_Problem statement:_ Identify and copy all lines of the material where the string "butt" is found.

* * *

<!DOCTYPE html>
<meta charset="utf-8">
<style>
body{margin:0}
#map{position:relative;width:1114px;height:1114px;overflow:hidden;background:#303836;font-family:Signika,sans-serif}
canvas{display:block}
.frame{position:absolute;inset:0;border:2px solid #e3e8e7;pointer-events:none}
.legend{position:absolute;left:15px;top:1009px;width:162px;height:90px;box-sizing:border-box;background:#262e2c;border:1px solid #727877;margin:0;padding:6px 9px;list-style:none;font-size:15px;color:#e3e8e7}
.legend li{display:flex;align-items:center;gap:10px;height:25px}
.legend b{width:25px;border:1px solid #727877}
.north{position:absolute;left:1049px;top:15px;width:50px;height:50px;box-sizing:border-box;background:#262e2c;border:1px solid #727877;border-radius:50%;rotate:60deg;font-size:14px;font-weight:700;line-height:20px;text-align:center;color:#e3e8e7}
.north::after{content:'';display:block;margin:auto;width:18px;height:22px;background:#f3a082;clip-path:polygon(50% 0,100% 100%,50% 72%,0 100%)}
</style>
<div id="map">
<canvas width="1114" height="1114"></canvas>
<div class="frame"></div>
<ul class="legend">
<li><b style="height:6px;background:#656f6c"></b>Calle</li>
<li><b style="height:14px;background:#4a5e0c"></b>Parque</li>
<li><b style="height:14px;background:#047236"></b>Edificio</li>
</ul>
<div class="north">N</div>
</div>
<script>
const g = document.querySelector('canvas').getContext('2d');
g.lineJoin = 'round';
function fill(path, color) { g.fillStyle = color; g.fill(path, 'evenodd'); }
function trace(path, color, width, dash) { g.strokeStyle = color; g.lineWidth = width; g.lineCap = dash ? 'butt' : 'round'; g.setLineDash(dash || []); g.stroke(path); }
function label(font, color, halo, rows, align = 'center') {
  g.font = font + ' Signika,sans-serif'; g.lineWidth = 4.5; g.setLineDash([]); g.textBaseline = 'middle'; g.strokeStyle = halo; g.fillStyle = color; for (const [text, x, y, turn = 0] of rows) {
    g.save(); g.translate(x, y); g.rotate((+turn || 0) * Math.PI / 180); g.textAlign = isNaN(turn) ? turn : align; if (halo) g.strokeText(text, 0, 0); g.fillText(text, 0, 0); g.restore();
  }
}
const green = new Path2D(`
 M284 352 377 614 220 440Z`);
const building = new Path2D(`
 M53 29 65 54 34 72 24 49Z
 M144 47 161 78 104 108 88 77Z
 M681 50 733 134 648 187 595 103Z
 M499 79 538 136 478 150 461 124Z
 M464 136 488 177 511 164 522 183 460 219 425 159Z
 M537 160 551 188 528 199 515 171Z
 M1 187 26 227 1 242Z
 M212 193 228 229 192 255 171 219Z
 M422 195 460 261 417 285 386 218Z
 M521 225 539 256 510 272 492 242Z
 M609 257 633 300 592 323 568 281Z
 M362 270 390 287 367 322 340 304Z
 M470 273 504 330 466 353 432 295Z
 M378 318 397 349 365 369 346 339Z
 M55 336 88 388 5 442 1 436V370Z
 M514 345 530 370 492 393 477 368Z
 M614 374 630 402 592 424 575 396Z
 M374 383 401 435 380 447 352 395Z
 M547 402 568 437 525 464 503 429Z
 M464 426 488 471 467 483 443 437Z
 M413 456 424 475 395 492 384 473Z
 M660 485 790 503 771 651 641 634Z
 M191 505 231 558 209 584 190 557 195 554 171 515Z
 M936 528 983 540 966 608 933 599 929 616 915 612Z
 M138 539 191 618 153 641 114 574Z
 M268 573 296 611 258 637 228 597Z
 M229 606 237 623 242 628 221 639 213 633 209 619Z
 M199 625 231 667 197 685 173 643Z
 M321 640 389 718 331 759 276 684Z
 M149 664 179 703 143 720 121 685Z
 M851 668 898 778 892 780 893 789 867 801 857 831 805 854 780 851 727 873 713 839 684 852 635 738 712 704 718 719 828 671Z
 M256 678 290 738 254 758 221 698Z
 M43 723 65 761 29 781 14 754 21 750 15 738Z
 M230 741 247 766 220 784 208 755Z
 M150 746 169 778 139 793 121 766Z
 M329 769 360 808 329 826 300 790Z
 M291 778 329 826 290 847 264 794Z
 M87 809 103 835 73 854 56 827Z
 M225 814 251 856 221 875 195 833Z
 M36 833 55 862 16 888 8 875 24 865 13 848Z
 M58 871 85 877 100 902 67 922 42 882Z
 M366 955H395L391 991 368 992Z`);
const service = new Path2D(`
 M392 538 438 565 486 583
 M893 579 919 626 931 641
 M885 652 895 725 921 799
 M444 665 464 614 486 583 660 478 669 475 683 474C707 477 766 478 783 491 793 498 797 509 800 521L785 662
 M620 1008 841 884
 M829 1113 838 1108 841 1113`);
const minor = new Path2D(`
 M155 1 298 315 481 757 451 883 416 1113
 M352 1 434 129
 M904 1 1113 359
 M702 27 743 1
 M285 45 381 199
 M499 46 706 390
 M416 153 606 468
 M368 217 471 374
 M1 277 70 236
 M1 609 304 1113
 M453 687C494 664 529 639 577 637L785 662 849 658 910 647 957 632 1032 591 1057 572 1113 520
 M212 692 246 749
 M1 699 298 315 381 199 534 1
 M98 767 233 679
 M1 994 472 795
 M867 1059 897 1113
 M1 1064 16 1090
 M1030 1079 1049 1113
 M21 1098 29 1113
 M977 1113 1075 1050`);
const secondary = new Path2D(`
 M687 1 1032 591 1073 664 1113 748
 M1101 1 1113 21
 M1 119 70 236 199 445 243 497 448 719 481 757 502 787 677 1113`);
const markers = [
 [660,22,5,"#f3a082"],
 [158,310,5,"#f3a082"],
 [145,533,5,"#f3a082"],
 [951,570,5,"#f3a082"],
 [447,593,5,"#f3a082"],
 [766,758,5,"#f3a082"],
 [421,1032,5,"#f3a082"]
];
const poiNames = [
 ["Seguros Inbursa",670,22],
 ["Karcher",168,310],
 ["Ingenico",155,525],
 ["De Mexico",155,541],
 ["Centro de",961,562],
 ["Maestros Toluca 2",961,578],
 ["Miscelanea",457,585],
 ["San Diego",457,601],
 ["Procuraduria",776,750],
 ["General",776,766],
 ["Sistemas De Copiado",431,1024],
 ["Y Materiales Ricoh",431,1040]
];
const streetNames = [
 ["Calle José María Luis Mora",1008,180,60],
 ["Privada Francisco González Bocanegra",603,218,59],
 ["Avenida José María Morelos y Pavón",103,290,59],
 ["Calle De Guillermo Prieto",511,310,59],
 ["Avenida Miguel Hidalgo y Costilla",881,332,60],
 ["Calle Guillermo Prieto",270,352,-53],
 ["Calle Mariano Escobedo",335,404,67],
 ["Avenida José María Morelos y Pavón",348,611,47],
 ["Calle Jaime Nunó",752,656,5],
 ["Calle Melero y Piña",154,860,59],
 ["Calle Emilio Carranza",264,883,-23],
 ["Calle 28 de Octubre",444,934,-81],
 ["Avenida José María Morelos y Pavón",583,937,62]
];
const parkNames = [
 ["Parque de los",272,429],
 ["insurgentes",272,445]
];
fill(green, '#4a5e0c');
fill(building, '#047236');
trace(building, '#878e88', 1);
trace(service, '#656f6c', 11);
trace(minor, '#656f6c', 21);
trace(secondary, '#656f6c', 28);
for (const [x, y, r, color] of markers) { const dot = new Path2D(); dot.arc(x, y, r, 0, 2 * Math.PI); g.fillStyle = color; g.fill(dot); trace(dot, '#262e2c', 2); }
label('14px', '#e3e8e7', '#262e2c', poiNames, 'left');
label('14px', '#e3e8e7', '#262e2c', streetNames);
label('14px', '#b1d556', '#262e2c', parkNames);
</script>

* * *

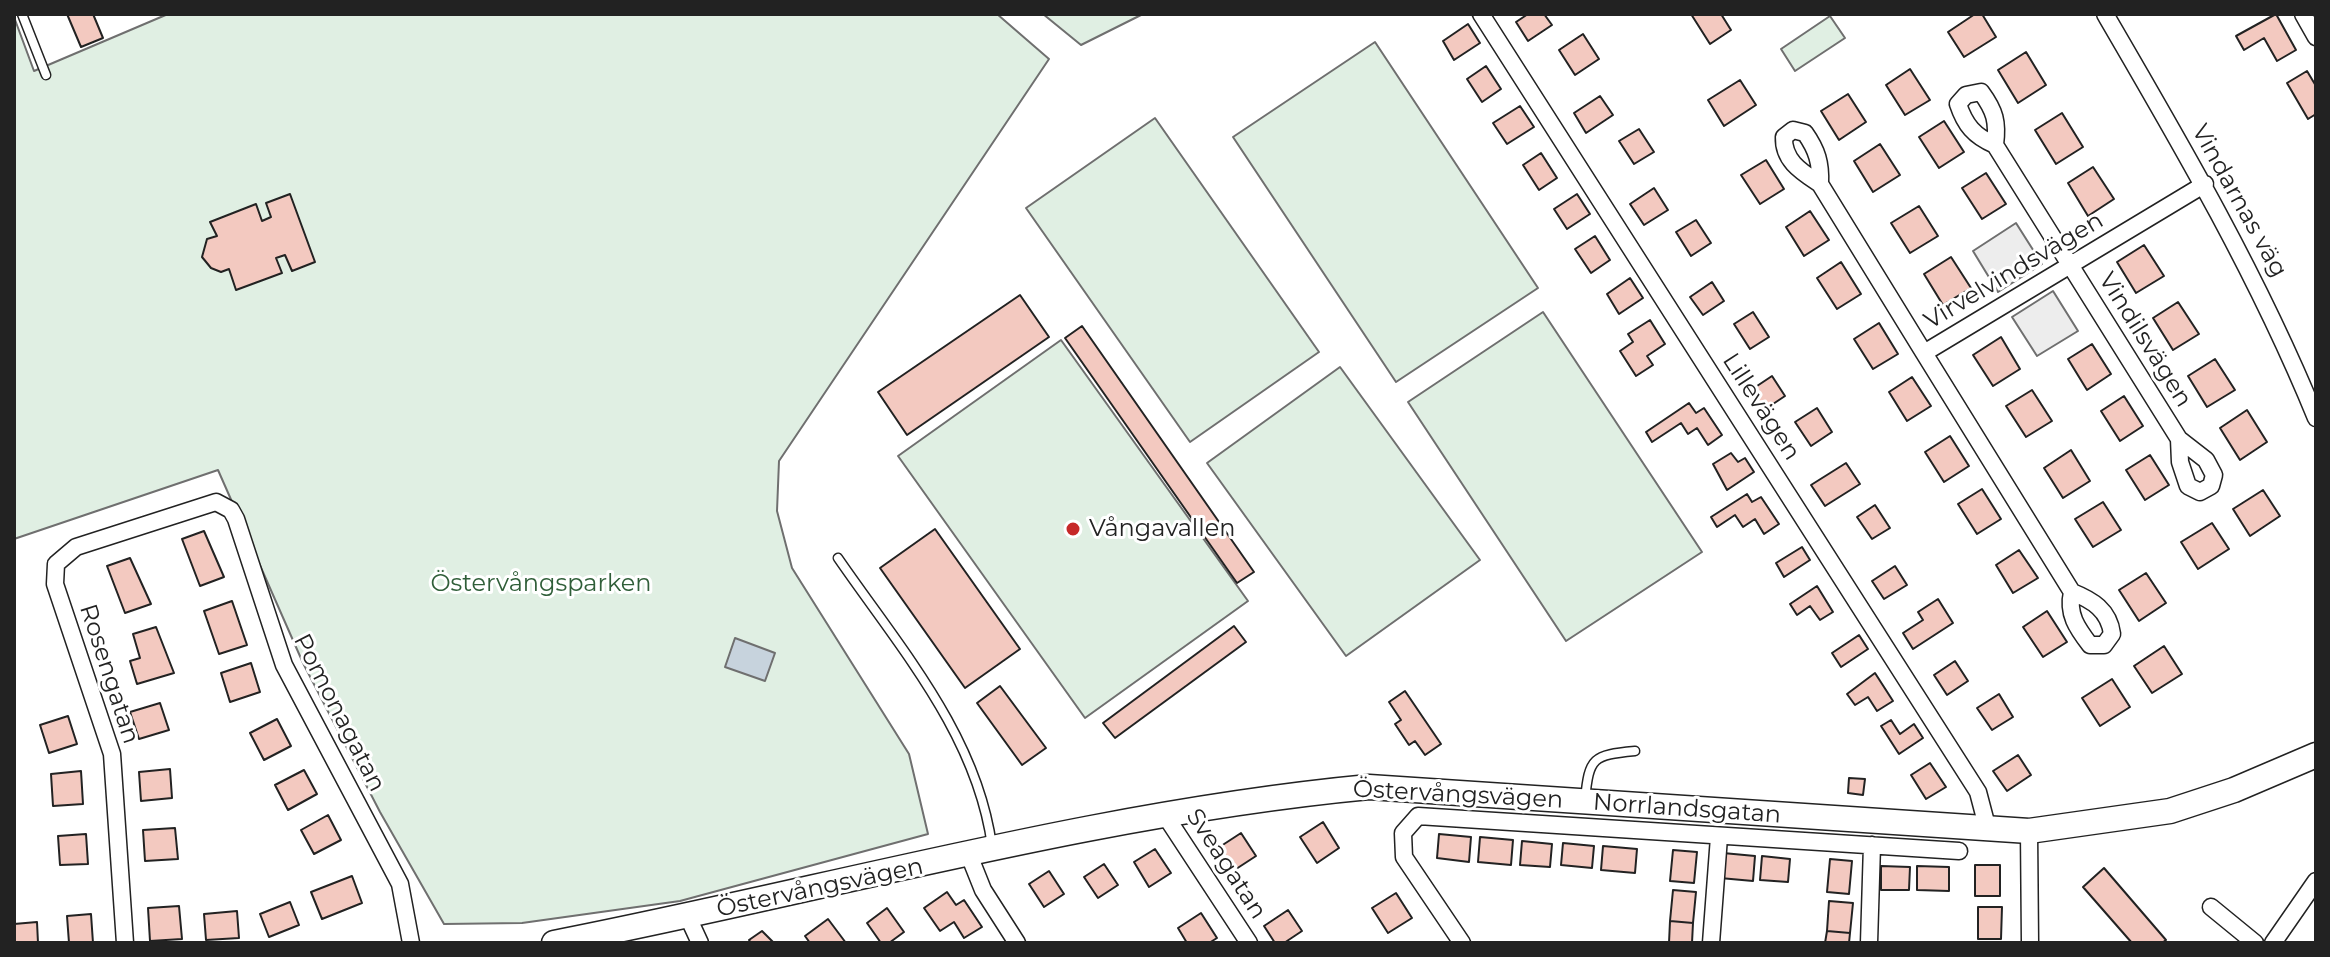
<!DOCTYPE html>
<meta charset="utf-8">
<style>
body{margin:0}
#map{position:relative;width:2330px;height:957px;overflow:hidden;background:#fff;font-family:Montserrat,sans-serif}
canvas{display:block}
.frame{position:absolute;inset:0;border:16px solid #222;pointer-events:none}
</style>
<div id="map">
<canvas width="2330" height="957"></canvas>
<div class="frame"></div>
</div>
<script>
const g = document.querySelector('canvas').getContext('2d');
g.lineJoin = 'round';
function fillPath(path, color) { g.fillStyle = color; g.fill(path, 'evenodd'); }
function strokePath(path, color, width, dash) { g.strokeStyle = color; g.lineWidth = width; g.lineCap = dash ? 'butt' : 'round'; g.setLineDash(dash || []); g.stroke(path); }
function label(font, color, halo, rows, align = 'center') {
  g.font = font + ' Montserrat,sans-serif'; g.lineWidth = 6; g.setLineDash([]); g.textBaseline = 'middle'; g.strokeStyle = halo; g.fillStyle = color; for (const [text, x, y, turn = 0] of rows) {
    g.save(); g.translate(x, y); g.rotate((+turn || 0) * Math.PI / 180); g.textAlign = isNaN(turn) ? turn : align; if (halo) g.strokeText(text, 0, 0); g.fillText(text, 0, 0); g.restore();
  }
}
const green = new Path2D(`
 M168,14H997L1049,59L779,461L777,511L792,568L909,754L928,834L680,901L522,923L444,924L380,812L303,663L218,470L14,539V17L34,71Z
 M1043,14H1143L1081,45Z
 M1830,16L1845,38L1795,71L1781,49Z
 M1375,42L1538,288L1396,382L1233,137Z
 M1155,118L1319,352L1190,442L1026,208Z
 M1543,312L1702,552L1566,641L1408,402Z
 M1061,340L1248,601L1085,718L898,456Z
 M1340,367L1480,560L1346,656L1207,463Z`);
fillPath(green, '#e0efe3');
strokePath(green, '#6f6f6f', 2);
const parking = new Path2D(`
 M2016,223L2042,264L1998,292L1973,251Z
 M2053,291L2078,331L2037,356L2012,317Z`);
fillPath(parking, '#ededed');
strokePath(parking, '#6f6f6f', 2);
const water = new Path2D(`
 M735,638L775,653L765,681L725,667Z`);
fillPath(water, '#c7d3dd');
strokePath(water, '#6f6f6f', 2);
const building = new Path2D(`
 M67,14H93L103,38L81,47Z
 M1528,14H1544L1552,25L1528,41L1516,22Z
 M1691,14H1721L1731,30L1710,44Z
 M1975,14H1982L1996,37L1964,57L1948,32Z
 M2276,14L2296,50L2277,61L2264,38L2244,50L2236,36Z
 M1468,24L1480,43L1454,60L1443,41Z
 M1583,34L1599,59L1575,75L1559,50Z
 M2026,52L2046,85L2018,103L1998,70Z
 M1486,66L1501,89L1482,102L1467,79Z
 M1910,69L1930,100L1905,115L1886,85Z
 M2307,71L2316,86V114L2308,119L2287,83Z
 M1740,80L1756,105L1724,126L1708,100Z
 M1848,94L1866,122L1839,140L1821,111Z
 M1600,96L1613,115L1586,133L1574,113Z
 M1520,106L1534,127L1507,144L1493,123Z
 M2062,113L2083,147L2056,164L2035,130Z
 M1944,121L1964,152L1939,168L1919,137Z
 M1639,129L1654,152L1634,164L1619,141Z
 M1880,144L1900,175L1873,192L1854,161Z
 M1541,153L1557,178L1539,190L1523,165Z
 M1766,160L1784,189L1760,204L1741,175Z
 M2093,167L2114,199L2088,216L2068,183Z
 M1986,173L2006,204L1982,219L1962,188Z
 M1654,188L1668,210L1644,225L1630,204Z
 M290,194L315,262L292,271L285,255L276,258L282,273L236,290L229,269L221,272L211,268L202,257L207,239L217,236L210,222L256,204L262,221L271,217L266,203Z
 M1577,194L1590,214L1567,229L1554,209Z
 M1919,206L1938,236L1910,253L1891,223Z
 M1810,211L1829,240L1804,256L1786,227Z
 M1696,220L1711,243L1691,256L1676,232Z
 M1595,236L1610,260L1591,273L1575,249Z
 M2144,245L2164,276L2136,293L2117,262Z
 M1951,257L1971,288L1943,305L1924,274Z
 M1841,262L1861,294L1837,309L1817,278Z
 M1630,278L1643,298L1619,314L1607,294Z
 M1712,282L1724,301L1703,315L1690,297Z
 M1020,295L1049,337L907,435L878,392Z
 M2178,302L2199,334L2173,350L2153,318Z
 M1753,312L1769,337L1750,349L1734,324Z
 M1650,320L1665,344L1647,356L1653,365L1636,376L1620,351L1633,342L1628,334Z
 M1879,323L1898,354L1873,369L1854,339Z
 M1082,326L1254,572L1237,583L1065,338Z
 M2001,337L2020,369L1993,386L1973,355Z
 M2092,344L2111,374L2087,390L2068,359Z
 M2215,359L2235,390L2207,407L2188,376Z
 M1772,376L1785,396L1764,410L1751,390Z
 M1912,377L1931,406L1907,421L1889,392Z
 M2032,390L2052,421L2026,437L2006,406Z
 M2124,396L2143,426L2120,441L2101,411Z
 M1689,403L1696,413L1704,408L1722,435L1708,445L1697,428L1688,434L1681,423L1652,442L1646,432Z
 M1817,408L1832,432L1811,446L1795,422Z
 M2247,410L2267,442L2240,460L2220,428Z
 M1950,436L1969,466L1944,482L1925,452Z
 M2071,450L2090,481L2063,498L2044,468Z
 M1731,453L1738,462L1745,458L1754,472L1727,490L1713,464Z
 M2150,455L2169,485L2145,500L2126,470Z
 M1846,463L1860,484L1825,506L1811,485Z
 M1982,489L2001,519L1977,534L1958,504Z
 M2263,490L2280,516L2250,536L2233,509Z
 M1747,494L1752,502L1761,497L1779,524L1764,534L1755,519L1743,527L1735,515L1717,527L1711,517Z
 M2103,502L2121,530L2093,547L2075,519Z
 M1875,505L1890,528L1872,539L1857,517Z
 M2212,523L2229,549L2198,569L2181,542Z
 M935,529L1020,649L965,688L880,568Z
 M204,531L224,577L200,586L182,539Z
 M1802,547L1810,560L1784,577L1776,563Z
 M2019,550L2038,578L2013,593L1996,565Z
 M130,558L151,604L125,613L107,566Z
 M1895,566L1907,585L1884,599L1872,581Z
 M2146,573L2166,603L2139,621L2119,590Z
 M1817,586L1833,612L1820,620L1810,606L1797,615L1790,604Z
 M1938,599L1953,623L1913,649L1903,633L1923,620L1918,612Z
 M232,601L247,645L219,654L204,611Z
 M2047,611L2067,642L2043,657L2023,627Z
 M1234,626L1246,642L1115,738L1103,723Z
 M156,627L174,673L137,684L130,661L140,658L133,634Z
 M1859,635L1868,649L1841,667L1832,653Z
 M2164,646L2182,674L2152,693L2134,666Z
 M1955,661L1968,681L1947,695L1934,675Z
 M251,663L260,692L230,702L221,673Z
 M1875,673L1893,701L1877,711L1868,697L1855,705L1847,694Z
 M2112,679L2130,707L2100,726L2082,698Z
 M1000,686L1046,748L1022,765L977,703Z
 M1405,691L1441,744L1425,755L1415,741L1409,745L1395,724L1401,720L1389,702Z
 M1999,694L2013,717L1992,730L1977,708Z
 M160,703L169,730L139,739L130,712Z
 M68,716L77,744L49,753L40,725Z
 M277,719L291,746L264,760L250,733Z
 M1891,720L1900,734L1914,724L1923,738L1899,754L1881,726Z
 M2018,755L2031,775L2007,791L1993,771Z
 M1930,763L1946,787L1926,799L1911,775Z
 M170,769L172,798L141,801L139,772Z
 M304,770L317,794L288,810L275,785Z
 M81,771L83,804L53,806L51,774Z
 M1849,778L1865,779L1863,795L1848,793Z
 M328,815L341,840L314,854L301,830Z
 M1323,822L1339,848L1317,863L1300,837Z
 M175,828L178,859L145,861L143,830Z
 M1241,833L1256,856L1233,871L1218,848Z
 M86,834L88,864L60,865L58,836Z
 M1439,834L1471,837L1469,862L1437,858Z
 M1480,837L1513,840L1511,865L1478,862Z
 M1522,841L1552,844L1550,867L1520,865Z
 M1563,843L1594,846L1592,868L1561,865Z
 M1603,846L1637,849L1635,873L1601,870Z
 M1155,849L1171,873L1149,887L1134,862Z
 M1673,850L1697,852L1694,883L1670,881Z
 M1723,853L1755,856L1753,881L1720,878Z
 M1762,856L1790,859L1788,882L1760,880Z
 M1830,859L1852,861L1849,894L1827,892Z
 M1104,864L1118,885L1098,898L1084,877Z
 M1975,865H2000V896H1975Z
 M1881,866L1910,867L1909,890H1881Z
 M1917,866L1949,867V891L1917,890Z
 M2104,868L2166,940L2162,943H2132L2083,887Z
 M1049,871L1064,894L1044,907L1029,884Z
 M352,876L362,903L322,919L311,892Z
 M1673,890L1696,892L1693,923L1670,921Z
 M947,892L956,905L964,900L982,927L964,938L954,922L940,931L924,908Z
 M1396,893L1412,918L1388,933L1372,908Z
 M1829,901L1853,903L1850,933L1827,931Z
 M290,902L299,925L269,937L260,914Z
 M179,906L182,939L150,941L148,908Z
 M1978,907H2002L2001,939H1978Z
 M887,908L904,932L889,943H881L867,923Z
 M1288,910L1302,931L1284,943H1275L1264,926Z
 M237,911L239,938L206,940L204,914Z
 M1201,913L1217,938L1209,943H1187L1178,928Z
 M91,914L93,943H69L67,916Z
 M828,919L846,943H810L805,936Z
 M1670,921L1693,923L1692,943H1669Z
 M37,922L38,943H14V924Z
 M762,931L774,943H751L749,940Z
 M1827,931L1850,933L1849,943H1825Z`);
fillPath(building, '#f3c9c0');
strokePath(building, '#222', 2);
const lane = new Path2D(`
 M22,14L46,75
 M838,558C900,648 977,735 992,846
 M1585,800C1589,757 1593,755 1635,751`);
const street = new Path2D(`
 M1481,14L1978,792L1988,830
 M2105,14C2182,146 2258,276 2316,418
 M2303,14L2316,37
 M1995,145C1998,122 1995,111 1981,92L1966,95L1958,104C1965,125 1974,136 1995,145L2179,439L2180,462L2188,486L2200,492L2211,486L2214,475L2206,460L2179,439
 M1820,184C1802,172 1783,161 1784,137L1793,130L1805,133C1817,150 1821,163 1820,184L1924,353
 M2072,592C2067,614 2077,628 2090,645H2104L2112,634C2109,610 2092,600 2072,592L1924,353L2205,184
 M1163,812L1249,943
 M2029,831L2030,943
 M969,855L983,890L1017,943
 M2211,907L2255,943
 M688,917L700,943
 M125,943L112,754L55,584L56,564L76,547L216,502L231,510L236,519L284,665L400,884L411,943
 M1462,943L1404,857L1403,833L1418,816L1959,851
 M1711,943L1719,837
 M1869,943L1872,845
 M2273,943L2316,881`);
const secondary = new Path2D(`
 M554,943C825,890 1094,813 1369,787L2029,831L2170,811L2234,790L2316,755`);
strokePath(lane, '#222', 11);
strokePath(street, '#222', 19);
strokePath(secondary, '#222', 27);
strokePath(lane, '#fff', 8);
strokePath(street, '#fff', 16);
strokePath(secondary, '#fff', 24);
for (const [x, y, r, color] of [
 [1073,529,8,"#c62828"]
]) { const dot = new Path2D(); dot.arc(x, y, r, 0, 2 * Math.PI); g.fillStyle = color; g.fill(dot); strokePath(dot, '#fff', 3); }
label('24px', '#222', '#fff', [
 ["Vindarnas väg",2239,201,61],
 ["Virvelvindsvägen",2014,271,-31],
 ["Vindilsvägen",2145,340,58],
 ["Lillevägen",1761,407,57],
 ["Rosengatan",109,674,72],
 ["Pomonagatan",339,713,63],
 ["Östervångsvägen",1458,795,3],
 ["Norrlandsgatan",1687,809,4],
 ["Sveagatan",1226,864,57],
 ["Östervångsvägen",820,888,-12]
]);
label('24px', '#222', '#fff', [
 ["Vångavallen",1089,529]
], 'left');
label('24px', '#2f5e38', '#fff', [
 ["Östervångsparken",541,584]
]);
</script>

* * *

_Response to the exercise:_
function trace(path, color, width, dash) { g.strokeStyle = color; g.lineWidth = width; g.lineCap = dash ? 'butt' : 'round'; g.setLineDash(dash || []); g.stroke(path); }
function strokePath(path, color, width, dash) { g.strokeStyle = color; g.lineWidth = width; g.lineCap = dash ? 'butt' : 'round'; g.setLineDash(dash || []); g.stroke(path); }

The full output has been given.